I HAVE been bombarded by M&S Christmas adverts since mid-November on Twitter. “This is not just party food, this is M&S party food”. Party? What party? We’re used to being treated like prison inmates, permitted occasional privileges by our jailers in return for good behaviour but, last time I heard, Covid restrictions had put paid to parties.

Yet it’s still Party Central at M&S HQ.

Twitter’s algorithm, exposing the limits of artificial intelligence, has decided that I’m a likely customer for this stuff: I am not.

It’s not just M&S’s habitual, self-pleased assertion that its food is a cut above other supermarkets that sticks in my gullet. As someone who has researched the minutiae of the hyper-processed, factory products our food retailers sell, M&S offerings are broadly indistinguishable, in my ingredient and production method analysis, from its competitors.

I’m also turned off by the actual images.

As Dame Julie Walters drools away in classic M&S food porn style, up come the greasy, fried, battered or breadcrumbed exhibits.

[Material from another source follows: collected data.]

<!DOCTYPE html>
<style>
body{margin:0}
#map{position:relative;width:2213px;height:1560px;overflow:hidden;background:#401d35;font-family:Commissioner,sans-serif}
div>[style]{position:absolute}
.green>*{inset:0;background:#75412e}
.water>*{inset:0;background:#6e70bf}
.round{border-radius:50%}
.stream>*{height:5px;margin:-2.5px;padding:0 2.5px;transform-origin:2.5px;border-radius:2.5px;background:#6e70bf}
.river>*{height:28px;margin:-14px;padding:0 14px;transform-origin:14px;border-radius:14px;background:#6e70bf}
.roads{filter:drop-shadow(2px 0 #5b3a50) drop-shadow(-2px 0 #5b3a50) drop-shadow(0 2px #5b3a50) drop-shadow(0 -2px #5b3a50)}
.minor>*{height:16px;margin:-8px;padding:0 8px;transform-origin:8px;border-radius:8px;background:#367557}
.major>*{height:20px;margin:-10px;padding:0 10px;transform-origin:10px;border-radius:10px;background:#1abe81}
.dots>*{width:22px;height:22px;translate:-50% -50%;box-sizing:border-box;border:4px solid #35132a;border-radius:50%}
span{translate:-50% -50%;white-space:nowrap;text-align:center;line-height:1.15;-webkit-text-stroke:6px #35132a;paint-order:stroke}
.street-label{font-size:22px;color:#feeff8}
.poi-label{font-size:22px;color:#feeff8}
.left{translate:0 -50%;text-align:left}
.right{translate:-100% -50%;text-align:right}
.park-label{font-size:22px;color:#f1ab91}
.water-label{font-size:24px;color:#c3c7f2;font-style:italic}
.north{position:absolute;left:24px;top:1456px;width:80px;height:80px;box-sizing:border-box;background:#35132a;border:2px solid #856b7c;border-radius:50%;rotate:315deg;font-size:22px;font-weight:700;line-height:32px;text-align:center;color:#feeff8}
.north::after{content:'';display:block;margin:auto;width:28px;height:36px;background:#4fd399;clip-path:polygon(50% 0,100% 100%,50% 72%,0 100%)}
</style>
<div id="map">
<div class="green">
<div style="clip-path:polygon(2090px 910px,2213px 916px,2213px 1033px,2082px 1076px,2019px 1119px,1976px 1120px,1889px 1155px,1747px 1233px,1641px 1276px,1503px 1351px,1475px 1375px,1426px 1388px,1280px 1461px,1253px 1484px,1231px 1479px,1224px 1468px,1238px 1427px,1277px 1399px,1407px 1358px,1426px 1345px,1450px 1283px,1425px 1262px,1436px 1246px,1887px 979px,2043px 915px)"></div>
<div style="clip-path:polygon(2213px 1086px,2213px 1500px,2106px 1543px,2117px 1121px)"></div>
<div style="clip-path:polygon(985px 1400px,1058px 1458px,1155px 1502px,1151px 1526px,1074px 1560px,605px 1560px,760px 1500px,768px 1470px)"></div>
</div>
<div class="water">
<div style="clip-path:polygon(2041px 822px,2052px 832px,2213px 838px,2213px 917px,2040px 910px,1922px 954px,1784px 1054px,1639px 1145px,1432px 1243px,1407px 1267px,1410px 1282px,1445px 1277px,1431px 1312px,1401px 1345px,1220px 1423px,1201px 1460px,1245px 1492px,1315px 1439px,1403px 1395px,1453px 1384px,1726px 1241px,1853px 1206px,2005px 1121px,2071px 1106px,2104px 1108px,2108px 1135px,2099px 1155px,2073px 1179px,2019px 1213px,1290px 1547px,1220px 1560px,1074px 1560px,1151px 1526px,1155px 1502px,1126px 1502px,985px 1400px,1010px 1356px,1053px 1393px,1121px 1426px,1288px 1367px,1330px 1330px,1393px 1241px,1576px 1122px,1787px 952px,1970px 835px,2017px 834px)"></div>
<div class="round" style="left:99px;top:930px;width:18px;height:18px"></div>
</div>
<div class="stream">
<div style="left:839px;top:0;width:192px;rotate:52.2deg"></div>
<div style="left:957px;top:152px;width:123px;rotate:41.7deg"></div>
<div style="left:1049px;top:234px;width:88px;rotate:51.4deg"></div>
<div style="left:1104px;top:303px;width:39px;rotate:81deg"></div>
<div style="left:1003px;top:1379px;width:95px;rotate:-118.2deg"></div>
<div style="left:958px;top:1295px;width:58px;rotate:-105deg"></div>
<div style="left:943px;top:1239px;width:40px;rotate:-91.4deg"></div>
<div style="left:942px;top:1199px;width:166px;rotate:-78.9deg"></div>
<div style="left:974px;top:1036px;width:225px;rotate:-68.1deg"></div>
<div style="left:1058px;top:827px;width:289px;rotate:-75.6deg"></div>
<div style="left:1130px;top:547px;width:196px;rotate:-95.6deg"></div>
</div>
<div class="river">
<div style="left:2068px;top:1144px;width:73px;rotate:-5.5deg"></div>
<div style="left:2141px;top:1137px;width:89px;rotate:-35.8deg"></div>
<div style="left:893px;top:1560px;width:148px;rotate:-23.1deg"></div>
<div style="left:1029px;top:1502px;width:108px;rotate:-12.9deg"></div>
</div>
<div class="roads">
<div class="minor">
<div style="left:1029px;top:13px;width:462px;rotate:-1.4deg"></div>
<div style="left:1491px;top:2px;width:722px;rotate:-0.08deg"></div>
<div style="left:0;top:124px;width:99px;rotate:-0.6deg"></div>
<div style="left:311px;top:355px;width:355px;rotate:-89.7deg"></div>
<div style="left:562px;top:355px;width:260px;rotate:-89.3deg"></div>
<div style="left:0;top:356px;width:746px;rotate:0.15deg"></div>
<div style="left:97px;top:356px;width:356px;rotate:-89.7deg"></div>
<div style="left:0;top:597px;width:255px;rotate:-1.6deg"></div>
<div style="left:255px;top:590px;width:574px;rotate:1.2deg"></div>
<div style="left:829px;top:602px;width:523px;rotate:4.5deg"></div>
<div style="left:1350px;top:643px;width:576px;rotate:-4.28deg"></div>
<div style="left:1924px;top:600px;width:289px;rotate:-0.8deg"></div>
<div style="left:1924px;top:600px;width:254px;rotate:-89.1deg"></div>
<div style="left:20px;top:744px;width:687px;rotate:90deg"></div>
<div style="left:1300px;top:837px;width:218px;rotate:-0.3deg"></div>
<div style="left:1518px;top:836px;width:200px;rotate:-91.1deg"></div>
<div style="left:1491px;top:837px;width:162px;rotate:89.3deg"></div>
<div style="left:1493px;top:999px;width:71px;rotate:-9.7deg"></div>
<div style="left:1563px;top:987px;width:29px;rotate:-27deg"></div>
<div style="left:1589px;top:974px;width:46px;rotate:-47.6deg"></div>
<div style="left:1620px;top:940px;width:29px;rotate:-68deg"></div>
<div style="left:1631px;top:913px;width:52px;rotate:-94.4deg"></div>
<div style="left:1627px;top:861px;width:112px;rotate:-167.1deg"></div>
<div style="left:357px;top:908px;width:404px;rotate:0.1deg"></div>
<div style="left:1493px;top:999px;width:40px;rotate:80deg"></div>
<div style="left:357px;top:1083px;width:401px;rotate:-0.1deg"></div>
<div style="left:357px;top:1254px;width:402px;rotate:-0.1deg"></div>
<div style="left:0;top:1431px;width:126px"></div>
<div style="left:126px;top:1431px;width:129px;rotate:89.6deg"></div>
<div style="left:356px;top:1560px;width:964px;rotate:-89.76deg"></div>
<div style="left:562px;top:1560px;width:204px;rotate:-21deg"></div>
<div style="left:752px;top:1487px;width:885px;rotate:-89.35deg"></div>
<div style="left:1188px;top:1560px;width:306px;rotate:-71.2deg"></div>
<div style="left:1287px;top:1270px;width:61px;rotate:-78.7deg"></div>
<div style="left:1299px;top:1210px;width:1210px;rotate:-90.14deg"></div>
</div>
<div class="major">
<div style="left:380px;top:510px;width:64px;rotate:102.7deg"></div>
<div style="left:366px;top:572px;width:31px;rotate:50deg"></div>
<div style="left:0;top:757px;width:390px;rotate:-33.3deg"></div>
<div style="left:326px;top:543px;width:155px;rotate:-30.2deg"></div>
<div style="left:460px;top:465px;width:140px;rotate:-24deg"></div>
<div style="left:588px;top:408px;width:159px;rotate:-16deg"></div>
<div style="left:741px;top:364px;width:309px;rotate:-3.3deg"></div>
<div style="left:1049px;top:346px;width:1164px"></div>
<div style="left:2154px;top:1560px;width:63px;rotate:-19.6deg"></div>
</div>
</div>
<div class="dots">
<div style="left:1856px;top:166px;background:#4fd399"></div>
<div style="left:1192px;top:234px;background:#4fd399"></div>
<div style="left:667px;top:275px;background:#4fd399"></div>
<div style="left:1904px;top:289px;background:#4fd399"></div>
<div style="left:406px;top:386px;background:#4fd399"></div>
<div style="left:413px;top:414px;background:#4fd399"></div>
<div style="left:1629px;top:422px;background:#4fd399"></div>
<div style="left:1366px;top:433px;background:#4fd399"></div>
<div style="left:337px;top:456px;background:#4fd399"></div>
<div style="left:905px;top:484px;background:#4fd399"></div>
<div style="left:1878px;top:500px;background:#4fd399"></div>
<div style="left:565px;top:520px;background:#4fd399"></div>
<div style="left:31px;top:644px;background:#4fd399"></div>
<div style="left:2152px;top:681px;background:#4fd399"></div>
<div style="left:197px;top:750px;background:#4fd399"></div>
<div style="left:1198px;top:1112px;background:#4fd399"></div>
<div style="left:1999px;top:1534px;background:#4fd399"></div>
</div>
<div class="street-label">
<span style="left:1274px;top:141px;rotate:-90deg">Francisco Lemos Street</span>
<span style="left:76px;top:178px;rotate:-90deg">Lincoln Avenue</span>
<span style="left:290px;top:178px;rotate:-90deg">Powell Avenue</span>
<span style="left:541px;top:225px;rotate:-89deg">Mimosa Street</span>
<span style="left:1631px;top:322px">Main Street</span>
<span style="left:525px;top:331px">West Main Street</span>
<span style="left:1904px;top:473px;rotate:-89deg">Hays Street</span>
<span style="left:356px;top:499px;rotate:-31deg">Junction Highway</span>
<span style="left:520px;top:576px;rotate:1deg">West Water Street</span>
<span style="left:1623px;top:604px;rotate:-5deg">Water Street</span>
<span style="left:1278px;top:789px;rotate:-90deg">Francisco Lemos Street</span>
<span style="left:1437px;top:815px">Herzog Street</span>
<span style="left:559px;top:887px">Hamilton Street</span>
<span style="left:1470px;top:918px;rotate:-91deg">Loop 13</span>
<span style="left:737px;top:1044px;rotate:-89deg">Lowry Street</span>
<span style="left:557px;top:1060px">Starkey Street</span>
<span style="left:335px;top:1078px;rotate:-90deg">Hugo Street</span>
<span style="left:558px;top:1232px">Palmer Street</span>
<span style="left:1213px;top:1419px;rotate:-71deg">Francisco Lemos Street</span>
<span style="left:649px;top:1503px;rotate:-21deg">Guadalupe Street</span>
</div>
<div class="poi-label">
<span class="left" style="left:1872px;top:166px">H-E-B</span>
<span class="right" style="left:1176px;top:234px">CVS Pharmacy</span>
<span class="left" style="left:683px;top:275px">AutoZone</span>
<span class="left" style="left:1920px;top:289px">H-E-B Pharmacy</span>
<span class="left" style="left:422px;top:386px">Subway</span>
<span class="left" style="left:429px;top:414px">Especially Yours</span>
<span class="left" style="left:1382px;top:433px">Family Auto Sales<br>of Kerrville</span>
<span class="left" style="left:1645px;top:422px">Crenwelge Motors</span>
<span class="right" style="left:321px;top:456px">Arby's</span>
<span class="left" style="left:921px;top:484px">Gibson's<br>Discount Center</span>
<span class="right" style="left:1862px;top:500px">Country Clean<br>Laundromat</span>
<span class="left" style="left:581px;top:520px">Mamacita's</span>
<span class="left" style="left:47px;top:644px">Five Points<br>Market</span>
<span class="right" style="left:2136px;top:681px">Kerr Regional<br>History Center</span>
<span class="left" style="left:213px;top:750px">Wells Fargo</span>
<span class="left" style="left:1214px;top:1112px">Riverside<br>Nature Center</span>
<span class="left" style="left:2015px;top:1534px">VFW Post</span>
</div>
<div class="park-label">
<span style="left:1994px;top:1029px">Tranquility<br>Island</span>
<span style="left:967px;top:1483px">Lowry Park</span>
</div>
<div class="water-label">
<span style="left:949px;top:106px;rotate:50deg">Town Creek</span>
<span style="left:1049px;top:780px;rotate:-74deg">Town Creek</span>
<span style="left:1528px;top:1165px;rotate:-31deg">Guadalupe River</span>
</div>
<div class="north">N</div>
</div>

If I saw them on a pub’s budget funeral buffet, I’d avoid them.

First, the no-chicken mini kievs, a Plant Kitchen offering that contains no fewer than 29 ingredients. Next, the mini battered sausages that you dunk in a shimmering gloop going by the name of ‘curry sauce’. Last, but not least, the chicken doughnut dippers, a food manufacturer’s favourite. Each of these last offerings contains between 40 and 50 ingredients, depending on whether you count every component in each composite ingredient.

Many of these ingredients would only be interpretable by a food technologist. What is nutmeg "extract" exactly? How does it differ from the actual spice? Why doesn’t M&S just use ground nutmeg? Why does the soy-based, no-chicken kiev contain anonymous synthetic "flavouring"? (My answer here is that soy tastes bitter, and chemistry is needed to mask it.)

But these techno-food concoctions hit a spot. They appeal to that most stubborn aspect of the British palate: a weakness for a smidgen of anonymous proteinaceous matter, deep-fried in stodgy carbohydrate casing, and dunked in something sugary.

Yet my friend, an able cook and someone who appreciates good food, is desperate to buy some. By the end of November she was already worried about how she could stock up on items on the M&S Christmas list. Then she found that she couldn’t get an M&S delivery slot this side of New Year anyway. I’ve heard the same story about other supermarket chains.

How did she resolve this? By going to a physical store, buying what she thought she’d need, intending to freeze it, only to find that because of all the bulky packaging, it wouldn’t all fit in.

“Why did I do this?” she’s now asking herself. “It’s only one day of the year, after all.”

The explanation, we agree, is that women feel under extraordinary food, and therefore emotional, pressure at Christmas. They fret about meeting their family’s expectations, and weeks-long Christmas food advertising campaigns pump up that anxiety. These adverts work as effectively on women as the Christmas toy equivalent work on children.

And this year, the annual festive food pressure dial has been turned up to maximum setting. Memories of bare supermarket shelves during the first lockdown haunt us. The feeling that we must, against all odds, make this a successful Christmas to reassure ourselves, and our nearest and dearest, that deep down, everything is fine.

Apologies to those relatively few men who take on the responsibility for planning and providing, but this is heavy burden that mainly women feel.

Of course, this festive anxiety is divorced from reality. There are shops other than supermarkets, independent shops. They usually sell better food, and they don’t run out. There are any number of smaller producers and distributors of first-rate food who would be delighted to have our online business.

So let’s try to keep a cool head. We’ve had enough panic this year already.

Just remember that anyone who cooks, or who has any feeling for food whatsoever, can come up with something that is better quality and more delicious than those over-hyped supermarket reheats that never look, or taste, anywhere near as good as the enticing picture on the box.